31 May 2017

Alex Gardega, Sculptor, Adds ‘Peeing Dog’ Next To Wall Street’s ‘Fearless Girl’

By Emily Zanotti: Last weekend, sculptor  Alex Gardega added his own third statue to what is now a growing bronze tableau on Wall Street, angering fans of the “Fearless Girl,” a work erected in honor of International Women’s Day that depicts a young woman defiantly staring down Wall Street’s famous bronze “Charging Bull.”
The new statue, “Sketchy Dog,” depicts a small, pug-type canine raising his leg to pee on Fearless Girl’s foot. Gardega left it up for only three hours, but it was enough to send social media into a panic.
He was quickly branded a “snowflake,” a “misogynist” and an “a**hole” for “diminishing” the Fearless Girl and, apparently, reinforcing the ideals of Patriarchy and oppression of the entire female gender.
But Gardega says he wasn’t trying to “diminish” Fearless Girl—at least, not anymore than Fearless Girl diminished the Charging Bull. He says he was making a statement both about how derivative works change the meaning of art, and how corporations co-opt movements to their own ends.

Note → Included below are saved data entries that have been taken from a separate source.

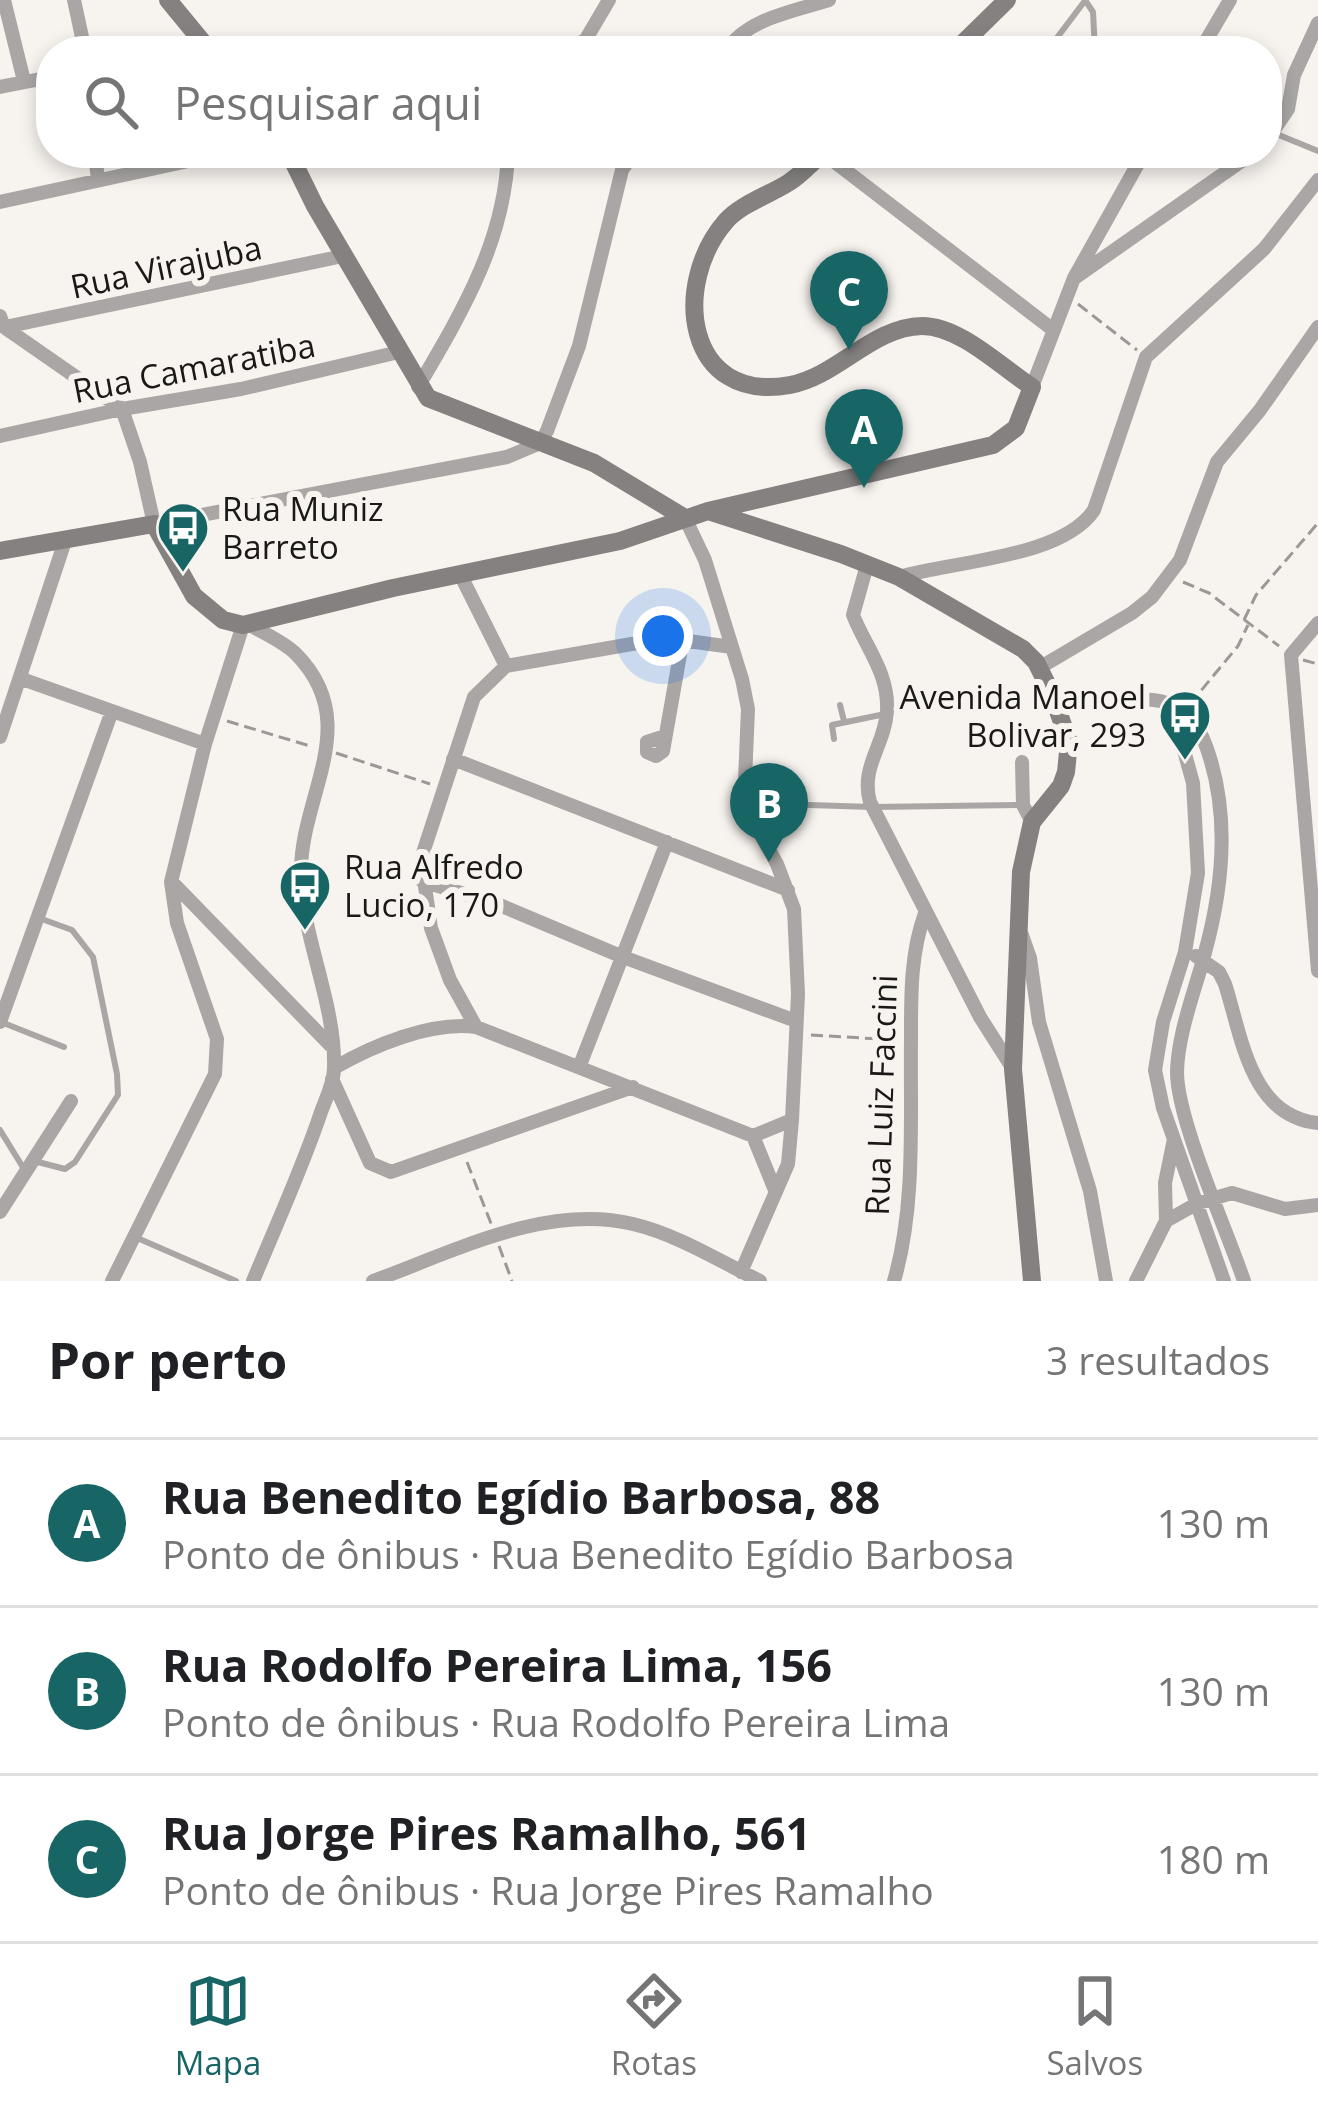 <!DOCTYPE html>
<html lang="pt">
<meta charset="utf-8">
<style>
body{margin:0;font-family:"Open Sans",sans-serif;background:#f6f6f6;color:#202124}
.you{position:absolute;left:663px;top:636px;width:42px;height:42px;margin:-30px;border:9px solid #fff;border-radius:50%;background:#1a73e8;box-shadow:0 0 0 18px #1a73e833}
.badge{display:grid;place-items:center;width:78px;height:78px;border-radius:50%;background:#176665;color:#fff;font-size:39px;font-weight:700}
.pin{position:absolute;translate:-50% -99px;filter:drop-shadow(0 3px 6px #0008)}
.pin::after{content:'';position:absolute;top:63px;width:42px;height:36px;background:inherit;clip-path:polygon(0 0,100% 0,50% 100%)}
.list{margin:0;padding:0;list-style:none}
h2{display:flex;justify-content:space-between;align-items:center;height:156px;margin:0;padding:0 48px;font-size:51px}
h2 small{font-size:39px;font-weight:400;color:#757577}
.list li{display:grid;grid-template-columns:78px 1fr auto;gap:36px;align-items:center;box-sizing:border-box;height:168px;padding:0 48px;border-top:3px solid #e0e0e0}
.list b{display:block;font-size:45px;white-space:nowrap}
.list p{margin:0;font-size:39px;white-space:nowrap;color:#757577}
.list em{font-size:39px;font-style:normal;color:#757577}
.icon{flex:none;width:66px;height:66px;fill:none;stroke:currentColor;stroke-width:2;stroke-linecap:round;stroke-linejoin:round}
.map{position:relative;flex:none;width:1318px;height:1281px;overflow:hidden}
.search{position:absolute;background:#fff;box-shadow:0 6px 18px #0003;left:36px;right:36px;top:36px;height:132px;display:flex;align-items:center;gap:30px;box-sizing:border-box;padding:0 42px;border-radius:48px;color:#757577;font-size:45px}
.sheet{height:660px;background:#fff}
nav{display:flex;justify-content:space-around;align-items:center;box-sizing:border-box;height:168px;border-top:3px solid #e0e0e0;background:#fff;font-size:33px;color:#757577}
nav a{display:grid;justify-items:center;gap:6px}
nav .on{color:#176665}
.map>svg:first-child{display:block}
</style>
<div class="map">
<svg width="1318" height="1281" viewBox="0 0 1318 1281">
<rect width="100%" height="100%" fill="#f7f3ef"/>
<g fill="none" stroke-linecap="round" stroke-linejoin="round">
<path stroke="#9b9895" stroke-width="3" stroke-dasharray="12 6" stroke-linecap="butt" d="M1078 304 1137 350
M1183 582 1209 593 1279 646
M1244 620 1256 595 1318 523
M1303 660 1318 664
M1190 704 1238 646 1248 625
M227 721 310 746
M336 753 430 784
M811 1035 897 1040
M467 1162 492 1226
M499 1246 512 1281"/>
<path stroke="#a9a6a5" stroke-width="6" d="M1085 0 1093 12 1095 51
M1047 51 1084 2
M1274 133 1318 151
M840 705 844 721
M834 739 832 725 885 714
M744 803 872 807 1019 805
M1 1022 64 1047
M0 1130 24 1169
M34 1161 65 1169 75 1162 118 1095 117 1074 93 957 72 930 39 918
M135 1237 236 1281"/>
<path stroke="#a9a6a5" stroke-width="14" d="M4 0 24 81
M74 0 85 51
M176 51 203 42
M571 51 586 39 609 0
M726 51C748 18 792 12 829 0
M1200 51 1230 0
M0 87 51 77
M1267 140 1288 109 1294 75 1318 23
M95 153 98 180
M823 153 1052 329
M0 202 225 153
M1076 277 1253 153
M0 316 4 327 122 409 140 462 154 524 507 457 540 443 547 431 579 346 622 170 634 153
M5 327 343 256
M418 387C462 312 505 241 508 153
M1032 387 1074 278 1144 153
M0 436 122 409 241 389 399 352
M867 565 853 615C866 648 889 673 887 711 885 745 860 767 870 802L980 1017 1013 1069
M460 574 506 666 666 638 732 647
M899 577C953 561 1062 558 1094 510L1146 357 1264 249 1318 180
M1318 623 1291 655 1318 971
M250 625C265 634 284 642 296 654 364 723 301 794 301 871 300 933 336 1002 334 1068 334 1083 326 1098 321 1112 302 1169 276 1225 253 1281
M506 666 474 697 421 859 431 928 450 980 476 1027 753 1136 792 1120 798 994 794 909 777 864 744 804 748 709 742 679 705 560 685 518
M1039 668 1132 613 1152 597 1180 560 1217 462 1260 410 1318 327
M22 679 205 744
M1058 706C1086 704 1141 694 1167 703 1192 711 1203 734 1210 758 1230 823 1222 892 1204 956 1194 994 1178 1033 1177 1072 1177 1120 1227 1230 1244 1281
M1179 709 1183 747 1193 783 1198 873 1185 952 1163 1022 1155 1070 1163 1108 1224 1281
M665 736 647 742V752L656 756 663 751 683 638
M0 737 65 541
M453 759 788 890
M1022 762 1023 805 1032 822
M422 881 497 904 623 957 796 1021
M172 882 331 1046
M1022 935 1030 958 1039 1022 1090 1191 1106 1281
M1196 956 1219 972 1225 984C1242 1037 1250 1116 1318 1123
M0 1022 112 711
M580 1065 667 842
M334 1068C372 1046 431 1021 476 1027
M332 1079 370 1163 391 1172 633 1087
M753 1136 775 1190
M0 1212 71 1101
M1166 1221 1198 1203 1232 1193 1285 1209 1318 1205
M741 1272 788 1164 792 1120
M112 1281 215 1074 217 1039 177 923 171 882 205 744 243 625
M373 1281C453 1252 546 1203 633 1224 676 1234 720 1261 760 1281
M894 1281C916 1206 910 1119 911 1041 911 997 910 955 925 913
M1136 1281 1166 1221 1165 1183 1174 1139"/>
<path stroke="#848180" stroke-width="18" d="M168 0 210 51
M955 51 1007 0
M289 153 315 206 428 398 594 463 685 518
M708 511 841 554 899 577 1023 649 1036 662 1052 694 1069 742 1066 772 1061 786 1032 822 1021 872 1013 1069 1032 1281
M0 551 154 524 194 596 223 620 243 625 393 588 620 541 708 511 993 445 1016 428 1032 387C1001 367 960 326 922 326 872 327 838 376 790 385 685 404 671 284 726 221 741 204 769 195 788 183 801 175 811 163 823 153"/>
</g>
<defs>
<g id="bus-pin" transform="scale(2.7)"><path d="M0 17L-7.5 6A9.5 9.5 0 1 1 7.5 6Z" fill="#176665" stroke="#f7f3ef"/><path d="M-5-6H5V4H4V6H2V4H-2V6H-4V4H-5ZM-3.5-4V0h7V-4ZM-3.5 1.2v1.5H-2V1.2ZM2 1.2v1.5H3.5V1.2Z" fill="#fff"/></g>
</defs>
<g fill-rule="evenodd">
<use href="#bus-pin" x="183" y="528"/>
<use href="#bus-pin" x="1185" y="716"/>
<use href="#bus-pin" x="305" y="886"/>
</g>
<g text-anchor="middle" stroke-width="12" stroke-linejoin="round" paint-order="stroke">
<g font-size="33" fill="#1b1918" stroke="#f7f3ef">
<text transform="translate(166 267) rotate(-12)" y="12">Rua Virajuba</text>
<text transform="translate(194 368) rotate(-11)" y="12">Rua Camaratiba</text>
<text transform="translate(881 1095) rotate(-88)" y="12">Rua Luiz Faccini</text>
</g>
<g font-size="33" fill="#1b1918" stroke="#f7f3ef" text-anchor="start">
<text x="222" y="521">Rua Muniz<tspan x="222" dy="38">Barreto</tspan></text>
<text x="1146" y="709" text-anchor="end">Avenida Manoel<tspan x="1146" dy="38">Bolivar, 293</tspan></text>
<text x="344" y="879">Rua Alfredo<tspan x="344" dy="38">Lucio, 170</tspan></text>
</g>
</g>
</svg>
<div class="you"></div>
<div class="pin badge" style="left:864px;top:488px">A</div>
<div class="pin badge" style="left:769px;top:862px">B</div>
<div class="pin badge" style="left:849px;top:350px">C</div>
<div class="search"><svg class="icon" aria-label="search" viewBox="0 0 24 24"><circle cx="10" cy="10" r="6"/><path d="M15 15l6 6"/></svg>Pesquisar aqui</div>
</div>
<section class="sheet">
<h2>Por perto<small>3 resultados</small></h2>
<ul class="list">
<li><span class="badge">A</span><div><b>Rua Benedito Egídio Barbosa, 88</b><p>Ponto de ônibus · Rua Benedito Egídio Barbosa</p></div><em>130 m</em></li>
<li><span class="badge">B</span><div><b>Rua Rodolfo Pereira Lima, 156</b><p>Ponto de ônibus · Rua Rodolfo Pereira Lima</p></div><em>130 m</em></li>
<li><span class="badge">C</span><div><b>Rua Jorge Pires Ramalho, 561</b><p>Ponto de ônibus · Rua Jorge Pires Ramalho</p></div><em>180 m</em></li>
</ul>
</section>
<nav>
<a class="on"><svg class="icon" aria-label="map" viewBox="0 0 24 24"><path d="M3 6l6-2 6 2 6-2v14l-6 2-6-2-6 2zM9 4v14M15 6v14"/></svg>Mapa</a>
<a><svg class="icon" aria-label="directions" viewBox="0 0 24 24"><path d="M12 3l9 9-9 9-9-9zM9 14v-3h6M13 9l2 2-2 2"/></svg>Rotas</a>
<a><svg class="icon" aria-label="saved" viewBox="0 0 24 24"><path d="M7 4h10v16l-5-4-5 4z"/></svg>Salvos</a>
</nav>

Fearless Girl, Gardega says, interferes with the “vision” of Charging Bull, and not just because the girl seems to be staring down an immensely successful market, making her defiance inexplicable from an economic standpoint. It makes the “Bull” a “Bully”—and that ruins the original artists vision for his work: a symbol of progress and defiance in and of itself.
“I have a lot of empathy for the creator of the bull, Arturo,” Gardega told local media. “I’m a pretty happy person, not seething or angry and certainly not anti-feminist. My piece is not without a sense of humor. There is plenty of room for Fearless Girl it just interferes with another artists work/vision.”
Its somewhat ironic, then, that people would be angry about Fearless Girl’s commodification, but willing to ignore Charging Bull’s.
Gardega also cautioned those who would embrace Fearless Girl because they think its a symbol of a political ideology. The work, he says, was erected largely as a publicity stunt by a Wall Street hedge fund—and it co-opts feminism for corporate ends. Those who defend Fearless Girl are defending corporate greed, not women’s rights.
But, the artist’s explanation—or even the fact that the peeing dog statue was only up for three hours—didn’t stop the collective emotional outcry to save the helpless statue from another statue.